Note that the type inference engine is able to dive deep into the nested block structure to determine the result type of the expression - as in the second example, the type of 'a' is determined to be a String, since the result of each of the three case blocks is a String. As usual, type constraints flow in both directions:

// Explicitly declare 'a' as type String. The result
// values from each case block will get coerced into
// Strings.
let a:String = match x {
  as s:String { 1 }
  as w:Widget { 2.0 }
  else        { "else" }
}

There are lots of other subtleties here. For example, a case block might contain a return statement, or other non-local exit, in which case the variable never gets assigned:

let a = match x {
  as s:String { doSomething(); 1 } // The last expression in the block is the result.
  as w:Widget { return false }
  else        { throw IllegalArgumentError() }
}

I have unit tests for all of the above cases and dozens more edge cases. For example, what happens if the different branches return different types, and the result type is unconstrained? Well, the compiler tries to find a common type that all of the other types can be converted into. If there is no solution, or more than one possible solution, then the compiler complains.

The way this was done was to introduce a new type - I call it the "PHI" type, inspired by LLVM's "PHI" nodes - that represents a set of possible types that could be assigned to a variable. I then added code to the type solver to deal with PHI types. The type solver attempts to fill in the unknown types in an expression tree by finding the best possible fit, given the constraints (where constraints are things like "expression A must be convertible into type B", or "type A will be the return type of one of these five overloaded methods", and so on.) In the case of PHI types, the ranking for the PHI type is equal to the worst ranking for any of its members types. In case you were wondering, the rankings are:

enum ConversionRank {
  Incompatible,      // let x:Exception = 1  No conversion possible
  Truncation,        // let x:ubyte = 256    Value will be truncated
  SignedUnsigned,    // let x:uint = -1      Signed / unsigned mismatch
  PrecisionLoss,     // let x:int = 1.2      Loss of decimal precision
  IntegerToBool,     // let x:bool = 256     Exact but costly
  NonPreferred,      // let x:int = 1.0      Requires transformation
  ExactConversion,   // let x:byte = int(1)  Lossless conversion
  IdenticalTypes,    // let x:int = int(1)   No conversion, same type
};

I have not yet made "try/catch" usable in an expression context, but doing so will be relatively easy now that I have the infrastructure in place. Note that none of the other statement types - for, while, break, continue, and so on - make sense as expressions, so try/catch is the only one left to do.

Monday, April 4, 2011

Tart status update

I'm continuing to spend most of my time working on updating the "Introduction to Tart" document. I'm about 2/3 done at this point.
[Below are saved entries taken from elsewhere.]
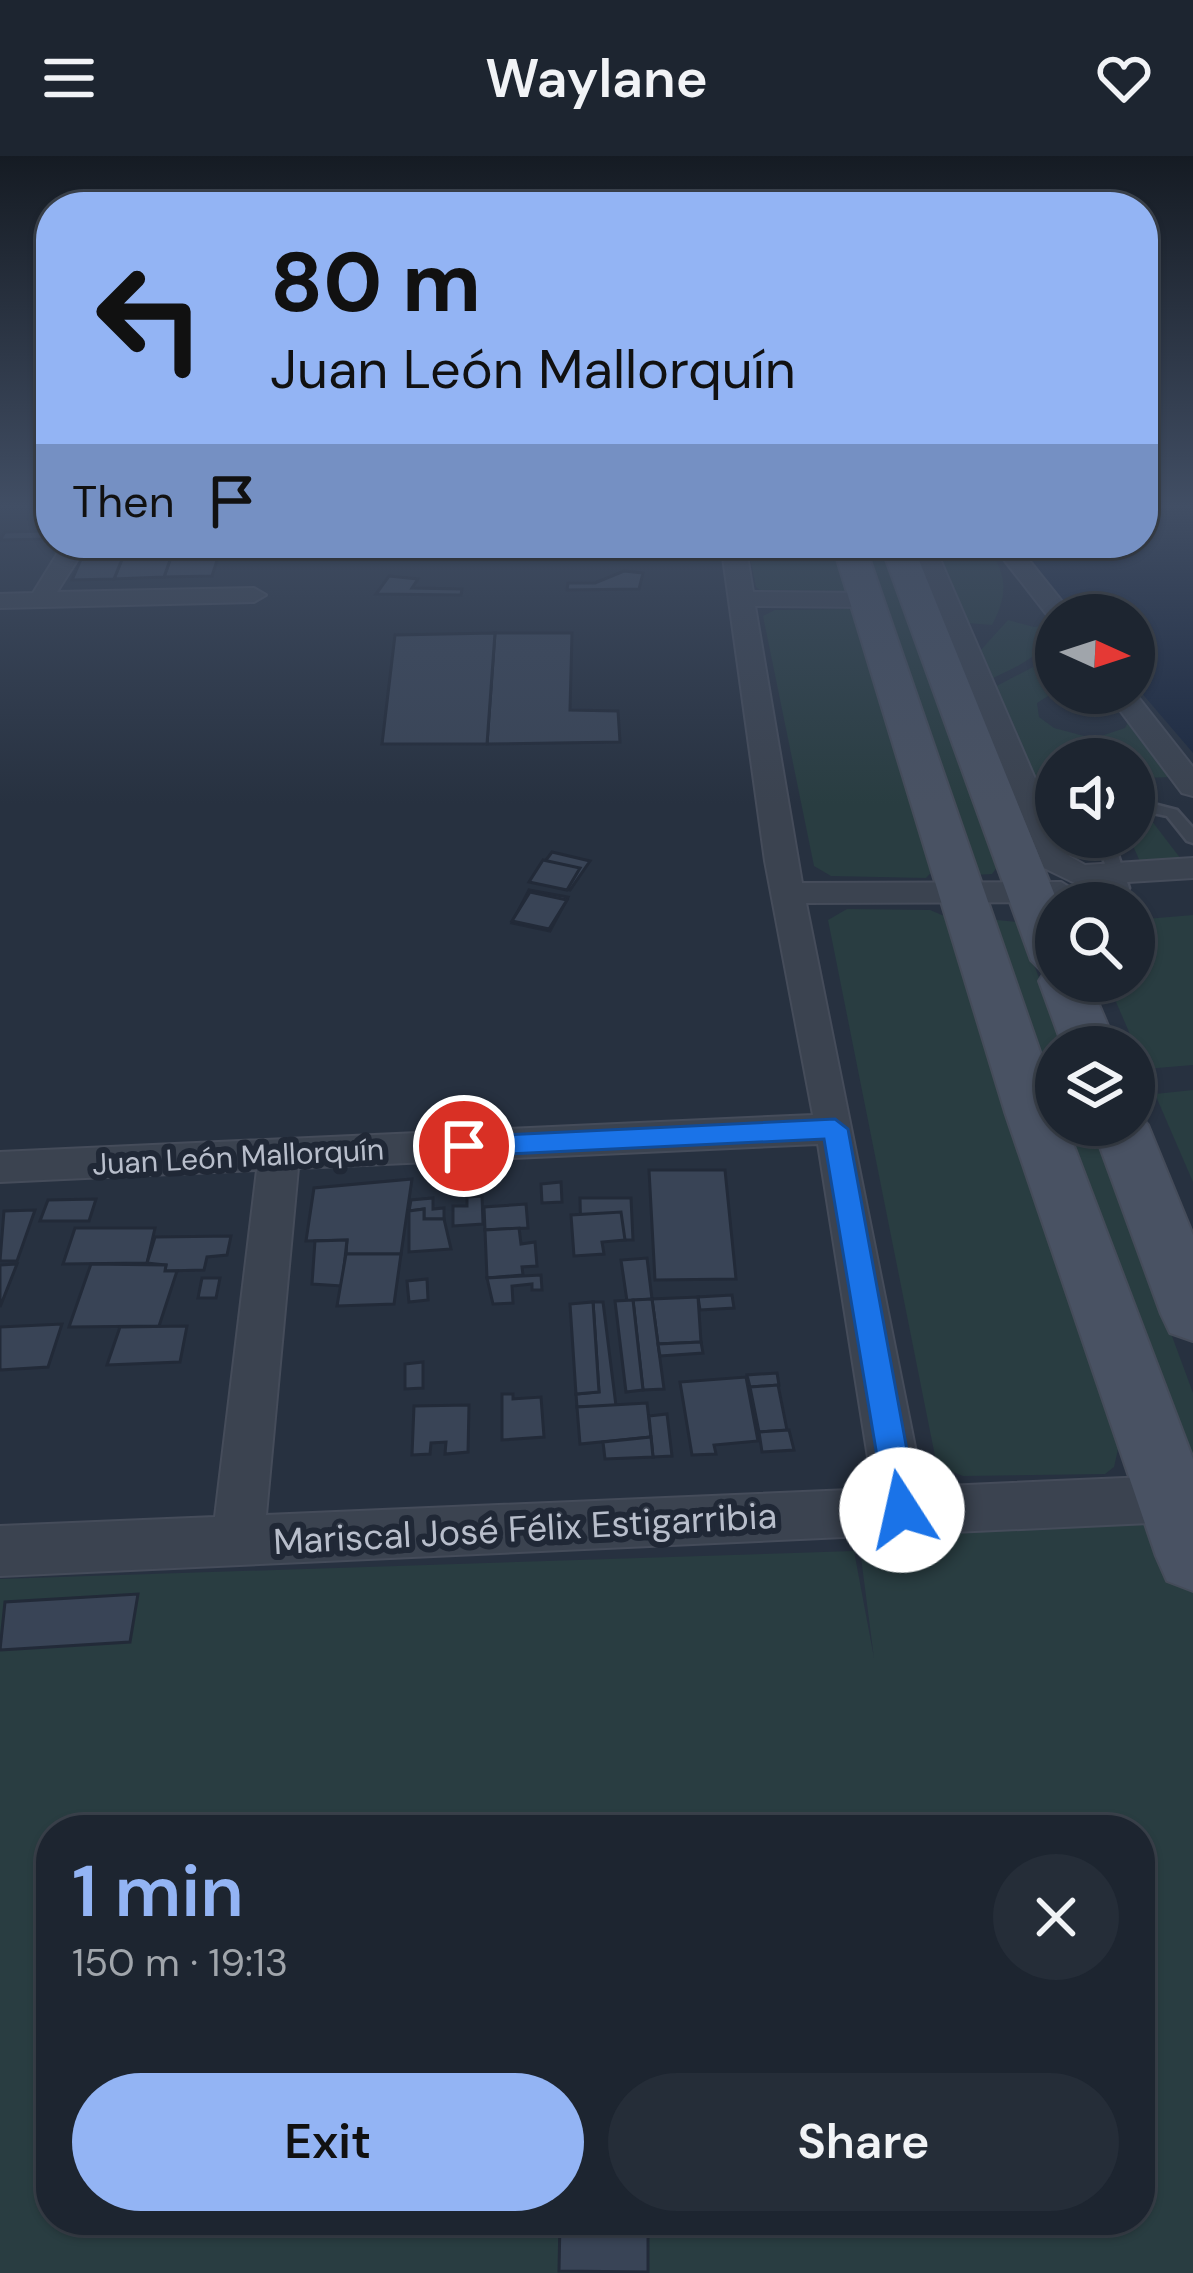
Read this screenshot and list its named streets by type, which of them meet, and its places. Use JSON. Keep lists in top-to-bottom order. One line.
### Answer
{"streets":{"street":["Juan León Mallorquín","Mariscal José Félix Estigarribia"]},"north":"right","page":{"header":"Waylane","turn":["80 m","Juan León Mallorquín"],"then":"Then","heading":["1 min","150 m · 19:13"],"buttons":["Exit","Share"]}}
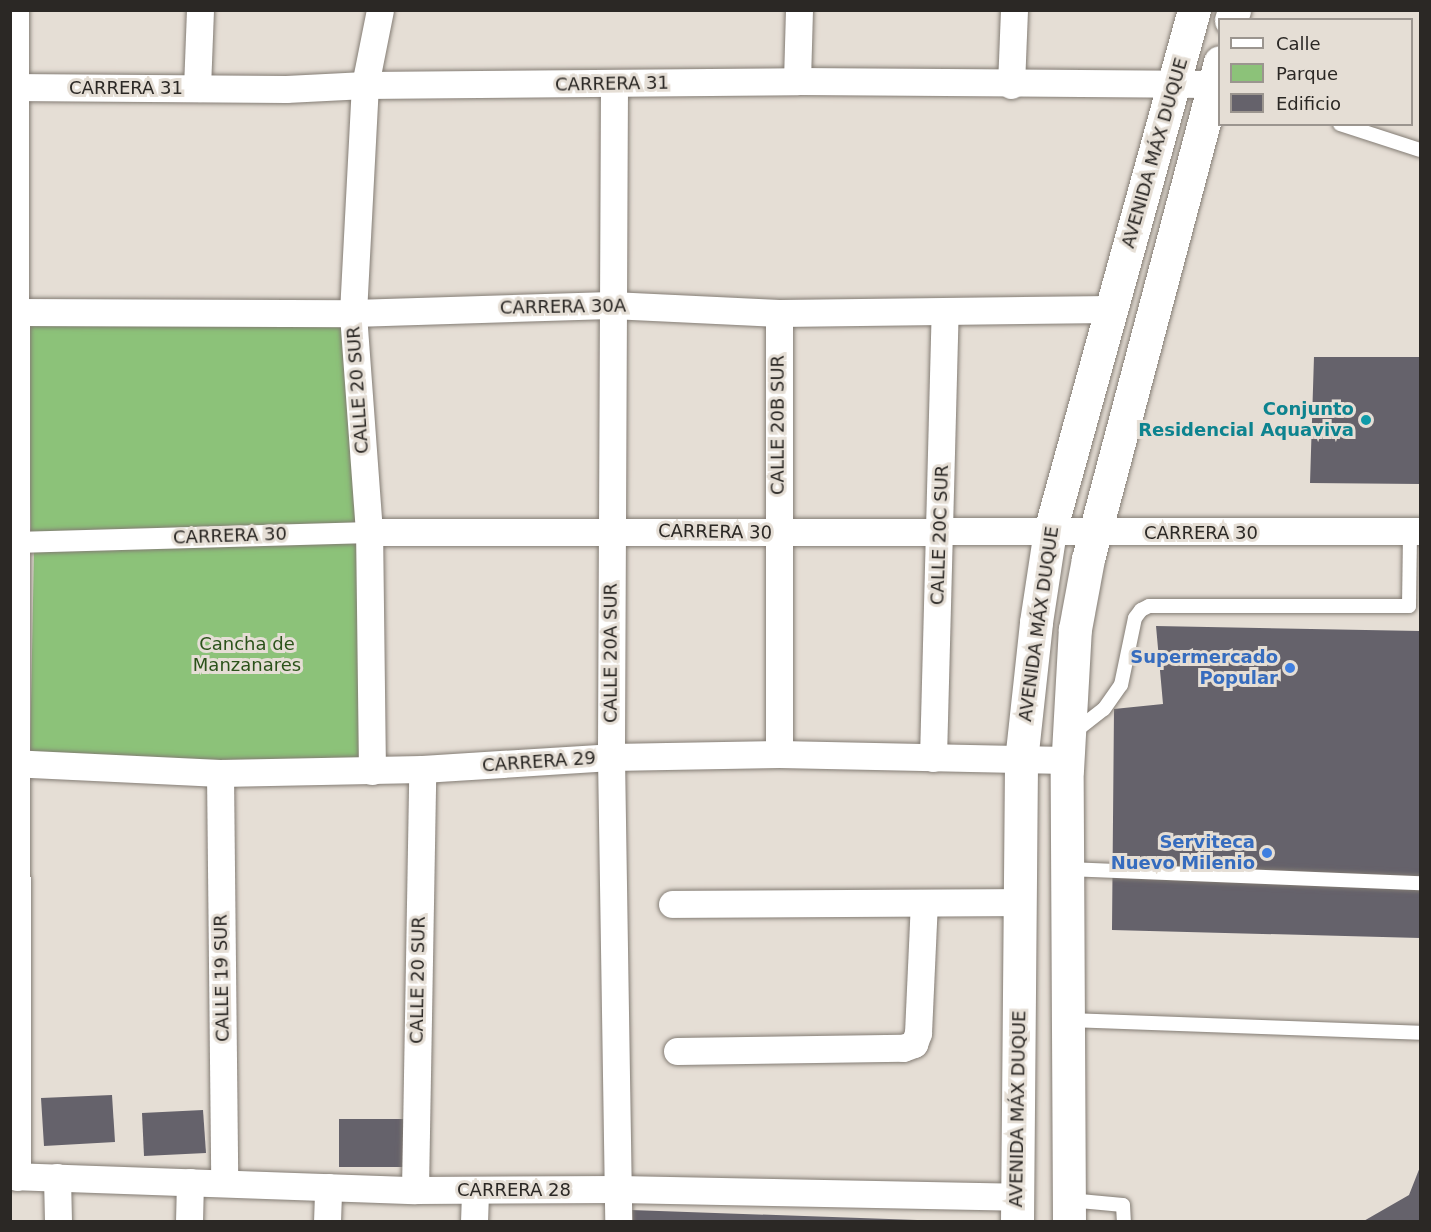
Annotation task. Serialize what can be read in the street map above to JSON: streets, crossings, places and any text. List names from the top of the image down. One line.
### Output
{"streets":{"main road":["AVENIDA MÁX DUQUE"],"street":["CARRERA 31","CARRERA 30A","CALLE 20 SUR","CALLE 20B SUR","CARRERA 30","CALLE 20C SUR","CALLE 20A SUR","CARRERA 29","CALLE 19 SUR","CARRERA 28"]},"crossings":[["CARRERA 31","AVENIDA MÁX DUQUE"],["CARRERA 31","CALLE 20 SUR"],["CARRERA 31","CALLE 20A SUR"],["AVENIDA MÁX DUQUE","CARRERA 30A"],["AVENIDA MÁX DUQUE","CARRERA 30"],["AVENIDA MÁX DUQUE","CARRERA 29"],["AVENIDA MÁX DUQUE","CARRERA 28"],["CARRERA 30A","CALLE 20 SUR"],["CARRERA 30A","CALLE 20B SUR"],["CARRERA 30A","CALLE 20C SUR"],["CARRERA 30A","CALLE 20A SUR"],["CALLE 20 SUR","CARRERA 30"],["CALLE 20 SUR","CARRERA 29"],["CALLE 20 SUR","CARRERA 28"],["CALLE 20B SUR","CARRERA 30"],["CALLE 20B SUR","CARRERA 29"],["CARRERA 30","CALLE 20C SUR"],["CARRERA 30","CALLE 20A SUR"],["CALLE 20C SUR","CARRERA 29"],["CALLE 20A SUR","CARRERA 29"],["CALLE 20A SUR","CARRERA 28"],["CARRERA 29","CALLE 19 SUR"],["CALLE 19 SUR","CARRERA 28"]],"parks":["Cancha de Manzanares"],"places":["Conjunto Residencial Aquaviva","Supermercado Popular","Serviteca Nuevo Milenio"],"legend":["Calle","Parque","Edificio"]}
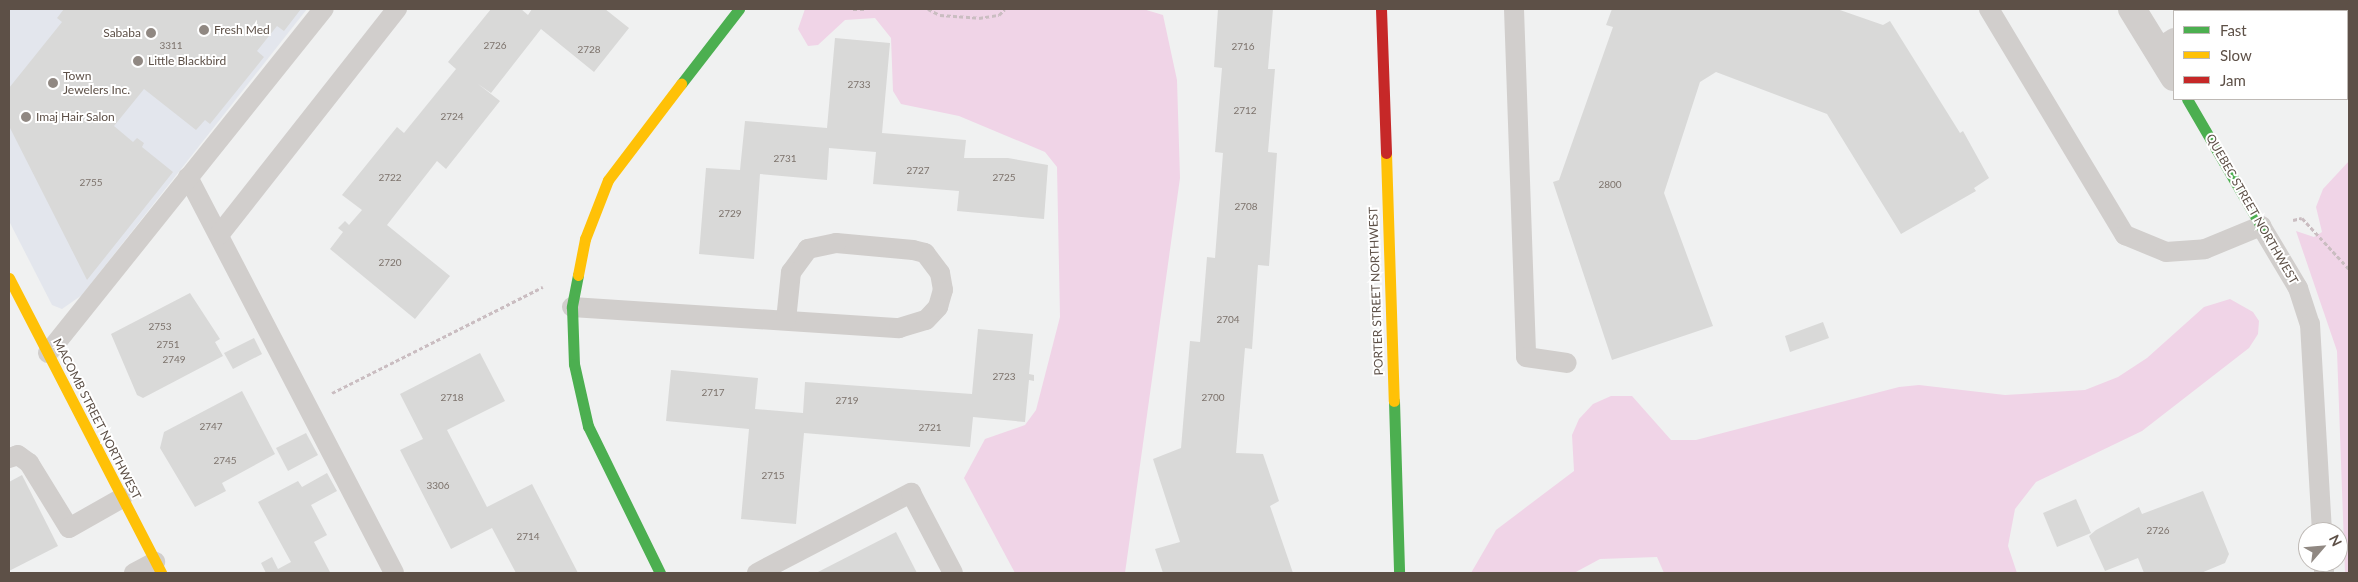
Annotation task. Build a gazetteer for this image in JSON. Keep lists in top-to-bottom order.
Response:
{
  "streets": {
    "street": ["QUEBEC STREET NORTHWEST", "PORTER STREET NORTHWEST", "MACOMB STREET NORTHWEST"]
  },
  "places": [
    "Fresh Med",
    "Sababa",
    "Little Blackbird",
    "Town Jewelers Inc.",
    "Imaj Hair Salon"
  ],
  "house_numbers": [
    "3311",
    "2726",
    "2716",
    "2728",
    "2733",
    "2712",
    "2724",
    "2731",
    "2727",
    "2722",
    "2725",
    "2755",
    "2800",
    "2708",
    "2729",
    "2720",
    "2704",
    "2753",
    "2751",
    "2749",
    "2723",
    "2717",
    "2718",
    "2700",
    "2719",
    "2747",
    "2721",
    "2745",
    "2715",
    "3306",
    "2726",
    "2714"
  ],
  "legend": ["Fast", "Slow", "Jam"],
  "north": "top right"
}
I'm also trying to move some of the more complicated details into the language reference document. My writing style tends to have a lot of parenthetical remarks and "asides", and these can detract from readability, and I'm looking closely at these and seeing if they actually need to be there.

On the coding side, I've definitely determined the DWARF info being produced by LLVM is corrupted in some manner. I'm hoping to get some help on llvm-dev to figure out what is causing this.

I also added a "addAll(collection)" and "insertAll(collection)" methods to ArrayList.

The "undef" keyword can now be used to override a method in an interface. Attempting to call the undefined method will throw an UnsupportedOperationError. For example:

   interface List[%T] {
     def add(element:T);
   }

  class ImmutableList[%T] : List[T] {
     // Can't add to an immutable list
     undef add(element:T);
  }

Essentially what happens is that when the compiler generates the dispatch table for ImmutableList, the slot for 'add' is filled in with the address of "Object.__undefinedMethod()", which simply throws an exception.